- Born: Ruby Eleanor Nombrie March 23, 1913
- Died: April 7, 1980 (aged 67) Thermal, California
- Burial place: Torrez-Martinez Cemetery
- Citizenship: Torres Martinez Desert Cahuilla Indians and American
- Occupations: medicine woman, language instructor, author
- Notable work: Not for Innocent Ears: Spiritual Traditions of a Desert Cahuilla Medicine Woman (Sweetlight Books, 1980)
- Spouse: David Modesto
- Parents: Lorenzo Nombrie (Desert Cahuilla) (father); Joaquina Nombrie (Serrano) (mother);

= Ruby Modesto =

Medicine woman, author, educator

Ruby Eleanor Modesto (March 23, 1913 – April 7, 1980) was a Desert Cahuilla medicine woman, author, and cultural educator of Serrano descent from Southern California.

Raised on the Torres-Martinez Reservation, she became known for her efforts to preserve and share Cahuilla spiritual traditions, language, and oral history.
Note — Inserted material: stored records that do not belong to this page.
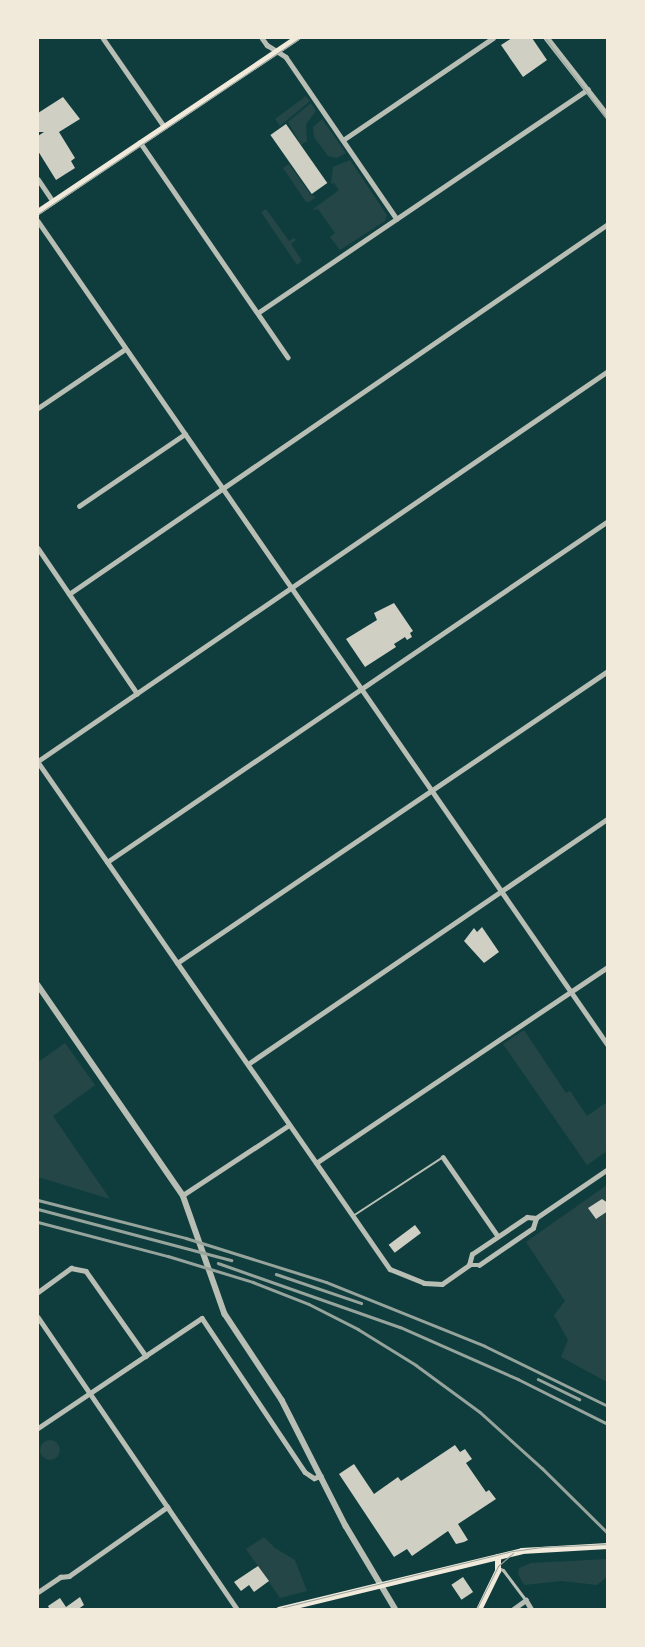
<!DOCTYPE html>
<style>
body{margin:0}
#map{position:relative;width:645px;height:1647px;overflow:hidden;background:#0f3d3e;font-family:Raleway,sans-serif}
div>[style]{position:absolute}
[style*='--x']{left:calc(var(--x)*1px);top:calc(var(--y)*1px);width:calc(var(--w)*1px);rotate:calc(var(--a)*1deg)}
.green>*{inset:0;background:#244646}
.round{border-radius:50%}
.building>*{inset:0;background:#cfcfc3;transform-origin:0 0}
.service>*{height:2px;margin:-1px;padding:0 1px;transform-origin:1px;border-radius:1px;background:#b8beb3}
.pedestrian>*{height:3px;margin:-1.5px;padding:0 1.5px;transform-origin:1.5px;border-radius:1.5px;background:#b8beb3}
.minor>*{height:4.5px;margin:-2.25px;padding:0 2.25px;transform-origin:2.25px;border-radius:2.25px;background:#b8beb3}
.tertiary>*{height:5.5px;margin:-2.75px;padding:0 2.75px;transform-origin:2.75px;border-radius:2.75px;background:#b8beb3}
.secondary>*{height:6px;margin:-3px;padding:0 3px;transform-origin:3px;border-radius:3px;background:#f1e9da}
.tram>*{height:1px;margin:-0.5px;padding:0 0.5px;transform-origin:0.5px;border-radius:0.5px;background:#97a49c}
.rail>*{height:2.5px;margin:-1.25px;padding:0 1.25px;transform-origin:1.25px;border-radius:1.25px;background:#97a49c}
span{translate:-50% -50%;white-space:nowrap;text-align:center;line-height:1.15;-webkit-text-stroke:4.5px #f1e9da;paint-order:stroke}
.frame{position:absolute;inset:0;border:39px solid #f1e9da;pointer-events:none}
</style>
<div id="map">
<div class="green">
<i style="clip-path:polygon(306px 96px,310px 101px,280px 126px,275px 119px)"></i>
<i style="clip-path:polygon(311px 103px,316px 111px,306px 124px,307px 141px,301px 145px,288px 122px)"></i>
<i style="clip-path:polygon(322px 119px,346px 153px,337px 158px,328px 156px,314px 137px,313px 127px)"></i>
<i style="clip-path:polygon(350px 160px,387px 215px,385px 221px,340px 250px,330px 237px,335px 233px,318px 209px,312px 210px,339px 190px,334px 183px,331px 184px,333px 167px)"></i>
<i style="clip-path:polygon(289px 164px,311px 195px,316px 197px,309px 202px,306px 202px,283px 168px)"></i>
<i style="clip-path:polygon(266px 209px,289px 241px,294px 238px,296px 240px,291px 244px,302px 261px,297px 265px,261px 212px)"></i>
<i style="clip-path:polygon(524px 1030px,566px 1093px,570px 1091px,587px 1116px,607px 1102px,607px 1151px,587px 1165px,503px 1044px)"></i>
<i style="clip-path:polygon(65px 1043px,95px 1085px,53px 1116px,110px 1199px,38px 1177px,38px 1062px)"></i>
<i style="clip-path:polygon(607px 1185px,607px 1382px,561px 1357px,568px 1340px,554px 1315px,565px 1301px,526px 1242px)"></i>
<i class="round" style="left:40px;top:1440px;width:20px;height:20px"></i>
<i style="clip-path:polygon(264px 1537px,275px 1548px,295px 1560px,307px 1591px,280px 1598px,246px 1549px)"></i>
<i style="clip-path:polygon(607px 1559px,607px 1577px,597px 1585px,561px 1581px,524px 1585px,518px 1574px,519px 1568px,531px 1563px)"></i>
</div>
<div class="building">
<i style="clip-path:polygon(512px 38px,532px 38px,547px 60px,523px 77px,501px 45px)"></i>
<i style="clip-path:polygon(63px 97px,80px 119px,59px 132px,75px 158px,71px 161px,75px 168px,56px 180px,38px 151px,38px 136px,44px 132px,38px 132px,38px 113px)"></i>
<i style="left:286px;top:124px;width:72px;height:19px;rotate:55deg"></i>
<i style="clip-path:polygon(394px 603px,413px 631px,410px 633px,412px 637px,407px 640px,405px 637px,394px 644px,396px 647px,365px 667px,346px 639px,377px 620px,374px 613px)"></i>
<i style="clip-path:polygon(474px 928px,477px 932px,482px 927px,499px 952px,484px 963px,464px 941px)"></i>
<i style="clip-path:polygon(602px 1199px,608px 1203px,608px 1211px,596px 1219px,588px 1208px)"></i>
<i style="left:415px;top:1225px;width:10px;height:33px;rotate:53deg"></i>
<i style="clip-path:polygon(455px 1445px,460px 1452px,465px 1449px,472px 1459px,466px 1463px,486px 1492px,489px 1490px,496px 1499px,458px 1524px,468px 1540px,464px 1542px,456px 1544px,448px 1531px,412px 1556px,407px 1549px,394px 1557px,339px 1474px,354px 1464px,374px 1494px,398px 1477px,401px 1481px)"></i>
<i style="clip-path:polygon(258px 1566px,269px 1581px,254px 1592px,249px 1585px,241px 1591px,234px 1582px)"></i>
<i style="left:463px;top:1577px;width:18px;height:14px;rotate:56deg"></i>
<i style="clip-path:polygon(80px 1597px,84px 1605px,77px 1610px,50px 1610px,48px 1606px,60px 1598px,66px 1607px)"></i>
</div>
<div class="service">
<i style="--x:353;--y:1216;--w:108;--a:-33.2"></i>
</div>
<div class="pedestrian">
<i style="--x:498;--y:1568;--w:5;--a:22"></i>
<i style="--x:503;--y:1570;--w:38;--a:53"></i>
</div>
<div class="minor">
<i style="--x:103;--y:38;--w:107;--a:55.3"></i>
<i style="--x:262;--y:38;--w:9;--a:54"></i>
<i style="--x:267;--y:45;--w:22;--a:32"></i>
<i style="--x:286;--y:57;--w:196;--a:55.6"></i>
<i style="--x:343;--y:140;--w:181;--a:-34.2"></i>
<i style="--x:140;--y:142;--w:261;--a:55.5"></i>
<i style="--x:38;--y:179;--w:27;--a:56"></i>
<i style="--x:38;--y:221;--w:1002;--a:55.33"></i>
<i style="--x:259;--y:312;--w:397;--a:-34.1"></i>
<i style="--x:38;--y:408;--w:105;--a:-34.1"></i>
<i style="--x:79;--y:506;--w:128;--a:-34.2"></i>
<i style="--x:38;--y:548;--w:176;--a:55.7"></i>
<i style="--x:69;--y:594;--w:654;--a:-34.47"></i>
<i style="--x:38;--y:761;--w:691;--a:-34.38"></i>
<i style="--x:38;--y:762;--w:617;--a:55.23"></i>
<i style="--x:390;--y:1269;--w:37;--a:22"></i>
<i style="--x:424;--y:1283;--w:18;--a:3"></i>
<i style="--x:442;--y:1284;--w:33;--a:-35"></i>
<i style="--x:469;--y:1265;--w:10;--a:0"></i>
<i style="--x:479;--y:1265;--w:65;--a:-34.4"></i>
<i style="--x:533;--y:1228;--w:10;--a:-73"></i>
<i style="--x:536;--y:1218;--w:87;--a:-34.2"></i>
<i style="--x:107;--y:862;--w:606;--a:-34.24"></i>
<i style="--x:177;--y:963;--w:521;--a:-34.12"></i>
<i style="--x:248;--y:1064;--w:436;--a:-34.3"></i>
<i style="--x:443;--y:1157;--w:96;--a:55.2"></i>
<i style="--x:316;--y:1163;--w:352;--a:-33.9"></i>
<i style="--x:183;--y:1195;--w:127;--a:-33.4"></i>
<i style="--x:469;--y:1265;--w:11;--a:-75"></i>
<i style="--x:472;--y:1254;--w:66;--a:-33.9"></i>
<i style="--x:527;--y:1217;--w:9;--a:6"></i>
<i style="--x:38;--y:1292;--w:41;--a:-36"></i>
<i style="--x:71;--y:1268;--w:15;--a:11"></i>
<i style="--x:86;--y:1271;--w:104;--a:54.8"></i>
<i style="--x:38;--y:1317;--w:355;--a:55.7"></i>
<i style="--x:38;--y:1428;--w:197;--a:-33.9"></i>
<i style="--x:202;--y:1318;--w:185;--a:56.2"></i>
<i style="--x:305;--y:1472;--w:11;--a:34"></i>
<i style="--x:314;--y:1478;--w:7;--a:-16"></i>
<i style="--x:38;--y:1592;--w:27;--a:-34"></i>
<i style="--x:60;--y:1577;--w:9;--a:-6"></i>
<i style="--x:69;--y:1576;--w:120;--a:-35.1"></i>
<i style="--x:512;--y:1610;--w:17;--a:-36"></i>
<i style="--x:526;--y:1600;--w:12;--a:59"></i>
</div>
<div class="tertiary">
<i style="--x:547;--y:38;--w:99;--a:52"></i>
<i style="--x:38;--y:985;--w:255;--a:55.4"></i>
<i style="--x:183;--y:1195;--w:126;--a:70.6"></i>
<i style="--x:225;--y:1314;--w:103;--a:56.5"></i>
<i style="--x:282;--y:1400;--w:141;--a:63.1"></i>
<i style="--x:346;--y:1526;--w:98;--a:59.2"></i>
</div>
<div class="secondary">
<i style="--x:38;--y:212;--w:312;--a:-33.9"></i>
<i style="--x:279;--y:1610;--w:250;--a:-13.6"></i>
<i style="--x:522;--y:1551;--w:86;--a:-3.3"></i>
<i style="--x:479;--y:1610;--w:43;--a:-64"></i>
<i style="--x:498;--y:1571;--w:14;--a:-90"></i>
</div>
<div class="tram">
<i style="--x:545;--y:38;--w:103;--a:52.5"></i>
<i style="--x:38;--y:214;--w:316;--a:-33.9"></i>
<i style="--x:272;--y:1610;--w:248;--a:-13.8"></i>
<i style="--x:513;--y:1551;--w:29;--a:-8"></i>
<i style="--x:542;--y:1547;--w:66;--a:-2.6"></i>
<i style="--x:476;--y:1610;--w:49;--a:-63.4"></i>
<i style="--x:498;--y:1566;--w:20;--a:-41"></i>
</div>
<div class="rail">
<i style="--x:38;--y:1200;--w:153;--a:14.4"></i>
<i style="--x:186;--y:1238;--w:147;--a:17.4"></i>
<i style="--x:326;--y:1282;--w:171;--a:21.9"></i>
<i style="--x:485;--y:1346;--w:137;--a:26"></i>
<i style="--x:38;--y:1209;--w:200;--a:14.8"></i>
<i style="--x:38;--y:1222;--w:134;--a:14.7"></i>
<i style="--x:168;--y:1256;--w:89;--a:17"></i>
<i style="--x:253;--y:1282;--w:60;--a:21.4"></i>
<i style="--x:309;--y:1304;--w:55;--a:27"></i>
<i style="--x:358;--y:1329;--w:68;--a:31.8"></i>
<i style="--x:416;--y:1365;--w:79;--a:36.3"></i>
<i style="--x:480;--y:1412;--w:84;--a:42.1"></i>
<i style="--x:542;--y:1468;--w:93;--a:44.6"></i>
<i style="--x:218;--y:1263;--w:193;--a:19.4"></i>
<i style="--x:400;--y:1327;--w:129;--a:23.8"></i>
<i style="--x:518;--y:1379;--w:101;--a:26.6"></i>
<i style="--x:276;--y:1274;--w:90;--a:18.8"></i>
<i style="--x:538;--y:1379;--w:46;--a:26"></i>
</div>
<div class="frame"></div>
</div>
In the final years of her life, she collaborated on a number of publications, including Not for Innocent Ears: Spiritual Traditions of a Desert Cahuilla Medicine Woman, which combined autobiographical reflections with tribal teachings and folktales.

== Early life and education ==
Ruby Eleanor Nombrie was born on March 23, 1913, in Coachella Valley and spent her life on the Torres-Martinez Reservation. Her mother, Joaquina, was Serrano from Banning, and her father, Lorenzo Nombrie, was Desert Cahuilla, descended from Francisco Nombrie, a known informant for early anthropologists such as William Duncan Strong.

== Writing and cultural preservation ==
Though her cultural training began in childhood, Modesto's contributions to published anthropology began in the 1970s. In 1977, she co-authored an article with anthropologist Richard Lando titled "Temal Wakhish: A Desert Cahuilla Village," which appeared in the Journal of California Anthropology. The article provided first-hand insight into the structure, values, and daily life of a Cahuilla village.

Her most significant work, Not for Innocent Ears: Spiritual Traditions of a Desert Cahuilla Medicine Woman, was released shortly after her death in 1980. Co-written with Guy Mount, the book blends personal narrative with Cahuilla spiritual teachings and traditional stories. It served as one of the few public records of ceremonial knowledge that had traditionally been passed down orally.

== Language advocacy ==
Modesto also worked to preserve the Cahuilla language and promote its teaching among young tribal citizens. She initiated several informal cultural education efforts, which were later continued by her husband, David Modesto.

== Death ==
Ruby Modesto died of cardiac arrest on April 7, 1980, at her home on the Torres-Martinez Reservation.

== Selected publications ==
- Ruby Eleanor Modesto and Richard Lando (1977). Temal Wakhish: a Desert Cahuilla Village.
- Ruby Modesto and Guy Mount (1980). Not for Innocent Ears: Spiritual Traditions of a Desert Cahuilla Medicine Woman.